The patch that introduces communicators would add an !mpi.comm argument to every operation that requires a communicator.

Case Study: Cartesian Topology

We also want to look at how we would model Cartesian communicators:

%comm_world = mpi.comm_world : !mpi.comm
%nodes = mpi.comm_size %comm_world : !mpi.comm -> i32

%dims = memref.alloca : memref<3xi32>
// initialize to [0,0,2]
memref.store %c0, %dims[0] : memref<3xi32>
memref.store %c0, %dims[1] : memref<3xi32>
memref.store %c2, %dims[2] : memref<3xi32>

// int MPI_Dims_create(int nnodes, int ndims, int dims[])
// ndims will be inferred from the memref size.
// results will be written back into %dims
mpi.dims_create %nodes, %dims : %i32, memref<3x132>

// periods = [true, true, false]
%periods = memref.alloca : memref<3xi32>
// memref initialization left out for brevity

%reorder = arith.constant true : i1

%comm_cart = mpi.cart_create %comm_world, %dims, %periods, %reorder : (!mpi.comm, memref<3xi32>, memref<3xi32>, i1) -> !mpi.comm

Here are the documentation pages of OpenMPI for reference: MPI_Comm_size, MPI_Dims_create and MPI_Cart_create. Using the created Cartesian communicator would look like this:

// get number of dims
%dims = mpi.cartdim_get %comm_cart : !mpi.comm -> i32

// allocate a memref to hold cartesian coordinates:
%coords = memref.alloca(%dims) : memref<?xi32>

// get rank in communicator
%rank = mpi.comm_rank %comm_cart : !mpi.comm -> i32

// translate rank to cartesian coordinates:
mpi.cart_coords %comm_cart, %coords : !mpi.comm, memref<?xi32>

// update rank
mock.calc_dest_coords %coords : memref<?xi32>

// translate back into dest rank:
%rank = mpi.cart_rank %comm_cart, %coords : !mpi.comm, memref<?xi32> -> i32

This uses MPI_Cartdim_get, MPI_Comm_rank, MPI_Cart_coords and MPI_Cart_rank.

Notes:

  • MPI_Cart_rank expects the array to have exactly ndims elements, which we can’t universally verify at compile time.
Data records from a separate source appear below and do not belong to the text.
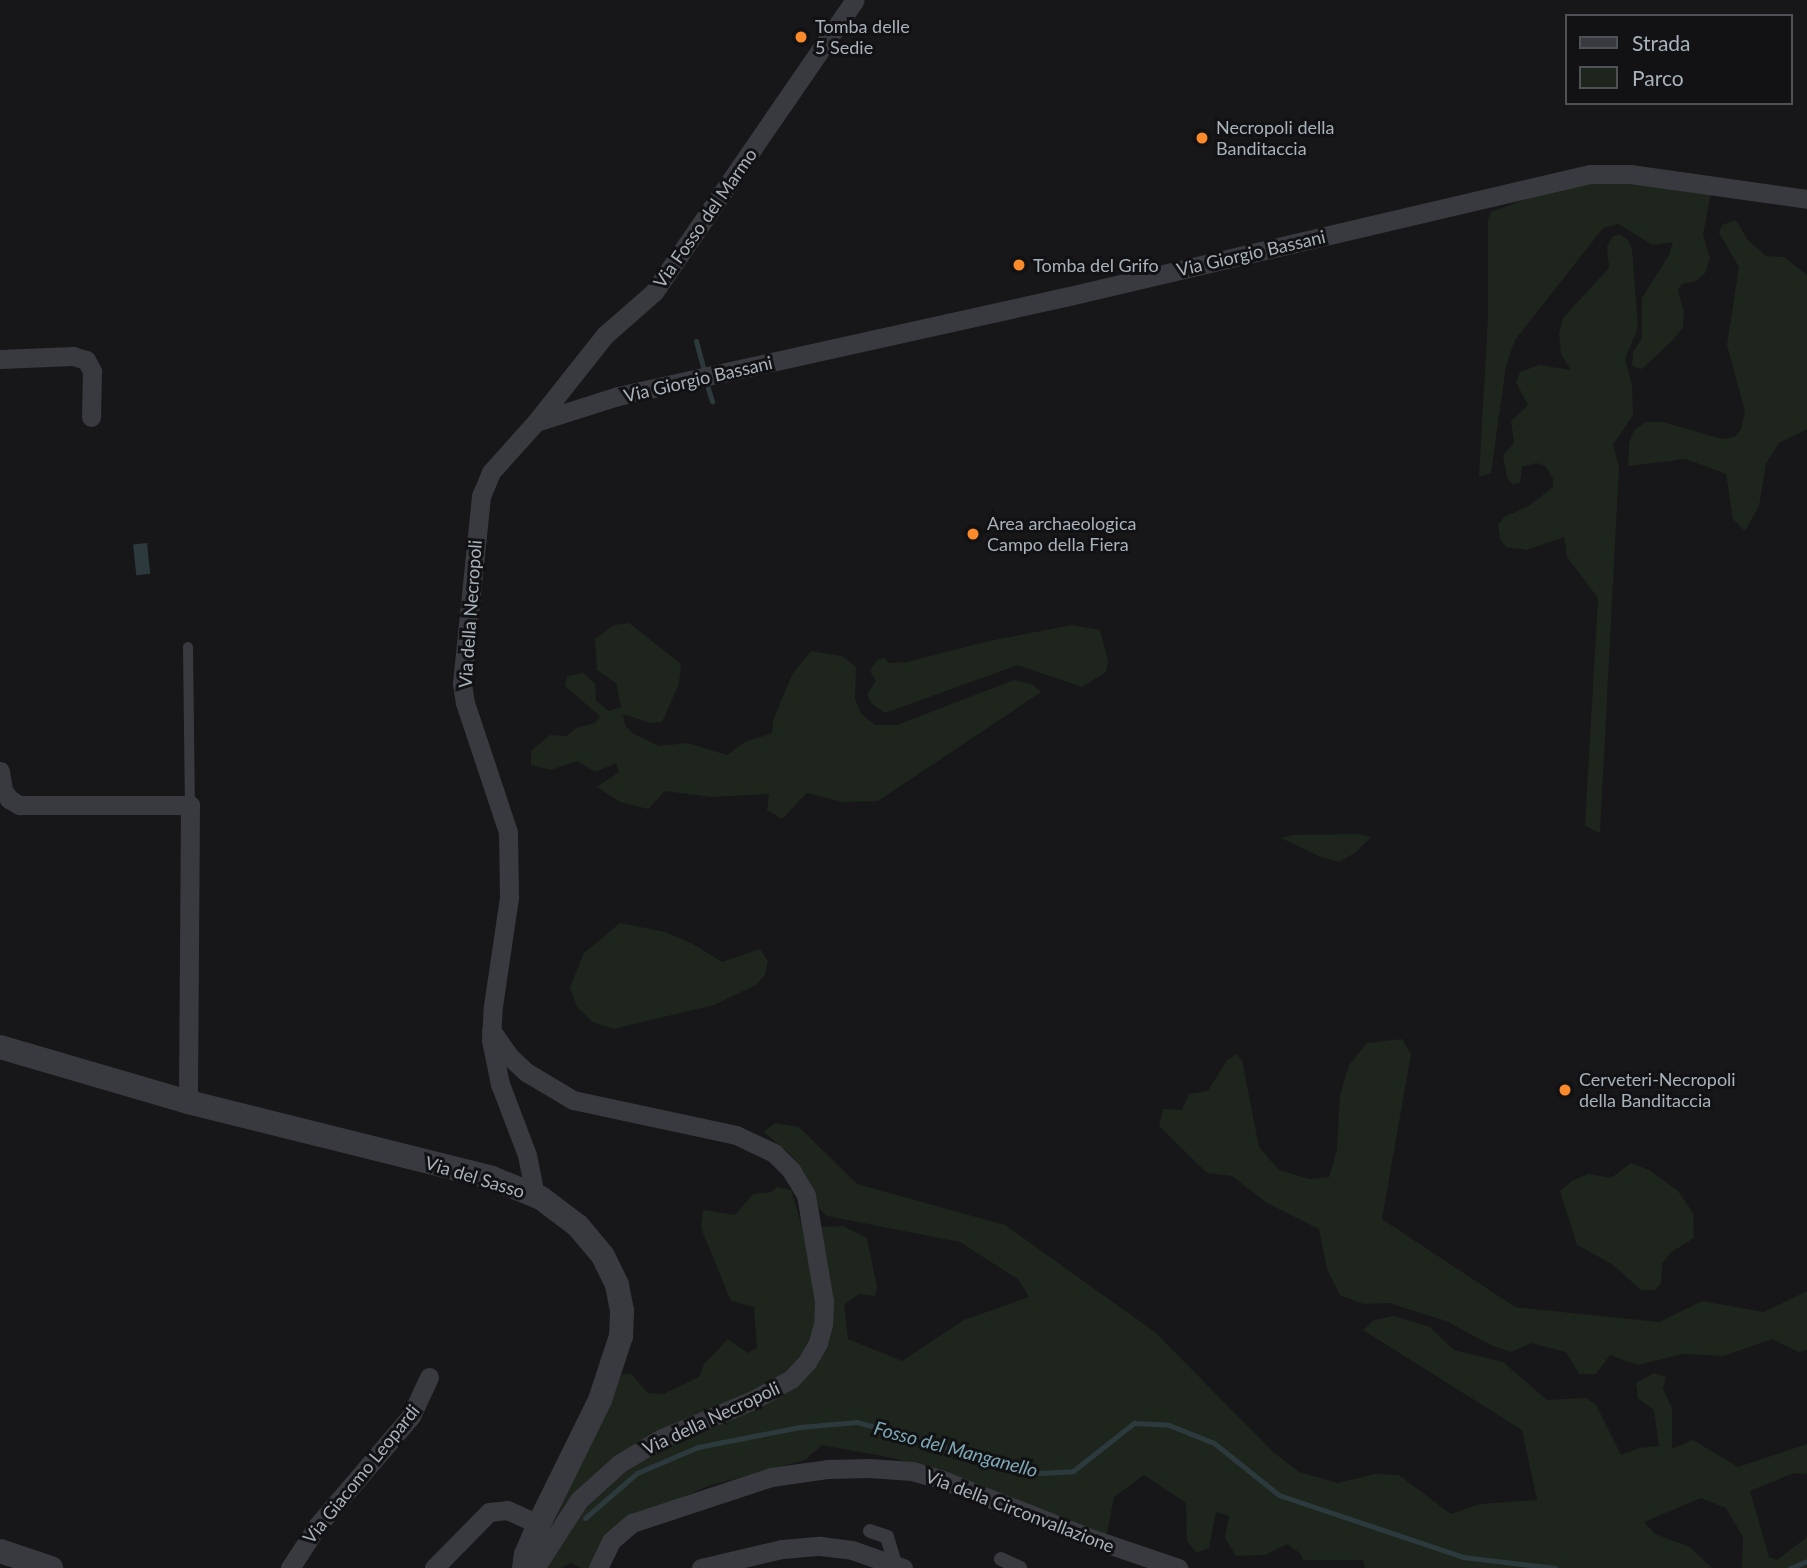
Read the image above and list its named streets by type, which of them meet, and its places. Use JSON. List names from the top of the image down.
{
  "streets": {
    "street": [
      "Via Fosso del Marmo",
      "Via Giorgio Bassani",
      "Via della Necropoli",
      "Via del Sasso",
      "Via Giacomo Leopardi",
      "Via della Circonvallazione"
    ]
  },
  "crossings": [
    ["Via Fosso del Marmo", "Via Giorgio Bassani"],
    ["Via Fosso del Marmo", "Via della Necropoli"],
    ["Via Giorgio Bassani", "Via della Necropoli"],
    ["Via della Necropoli", "Via del Sasso"]
  ],
  "water": ["Fosso del Manganello"],
  "places": [
    "Tomba delle 5 Sedie",
    "Necropoli della Banditaccia",
    "Tomba del Grifo",
    "Area archaeologica Campo della Fiera",
    "Cerveteri-Necropoli della Banditaccia"
  ],
  "legend": ["Strada", "Parco"]
}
We hope that this illustrates that the concept of MPI Communicators can be broadly mapped to MLIR in a consistent fashion.
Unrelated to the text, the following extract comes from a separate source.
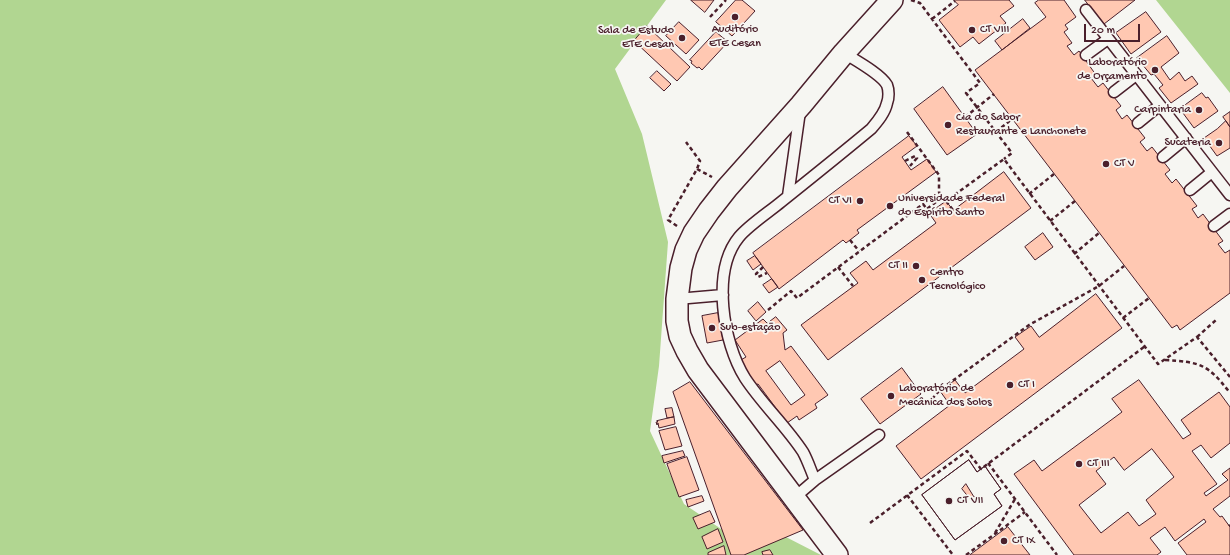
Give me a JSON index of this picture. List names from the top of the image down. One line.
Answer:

One can see that mapping MPI_Group operations can be done in an analogous fashion to topologies.

Collectives / Operations

The easiest case of an MPI_Allreduce using MPI_SUM can be modelled like this:

%sum = mpi.op sum : !mpi.op
%outref = memref.alloc() : !memref<100xf32>

mpi.allreduce %ref with %sum into %outref on %my_comm : memref<100xf32>

// with MPI_IN_PLACE, replace `into` $dest with `in_place`
mpi.allreduce %ref with %sum in_place on %my_comm : memref<100xf32>

A simple MPI_Reduce poses an additional challenge, as the result buffer is only written to on rank 0, meaning we would
not want to allocate a full memref on each rank. Our idea is to allow unsized memref arguments on the destination.

%rank = mpi.comm_rank %my_comm : i32
%root = arith.constant 0 : i32
%is_root = arith.cmpi eq, %rank, %root : i32

// allocate memref only on root rank
%dest = scf.if %is_root -> (memref<?xf32>) {
    %ref = memref.alloc() : memref<100xf32>
    %unsized = memref.cast %ref : memref<100xf32> to memref<?xf32>
    scf.yield %unsized : memref<?xf32>
} else {
    %ref_empty = memref.alloc() : memref<0xf32>
    %unsized_empty = memref.cast %ref_empty : memref<0xf32> to memref<?xf32>
    scf.yield %unsized_empty : memref<?xf32>
}

mpi.reduce %data with %sum into %dest rank %rank on %my_comm : memref<100xf32>, !mpi.op, memref<?xf32>, i32, !mpi.comm

// in-place
mpi.reduce %data with %sum in_place rank %rank on %my_comm : memref<100xf32>, !mpi.op, i32, !mpi.comm

scf.if %is_root {
    %sized = memref.cast %dest : memref<?xf32> to memref<100xf32>
    // use data
}

MPI_Scatter and MPI_Gather can be modelled in similar ways to these operations.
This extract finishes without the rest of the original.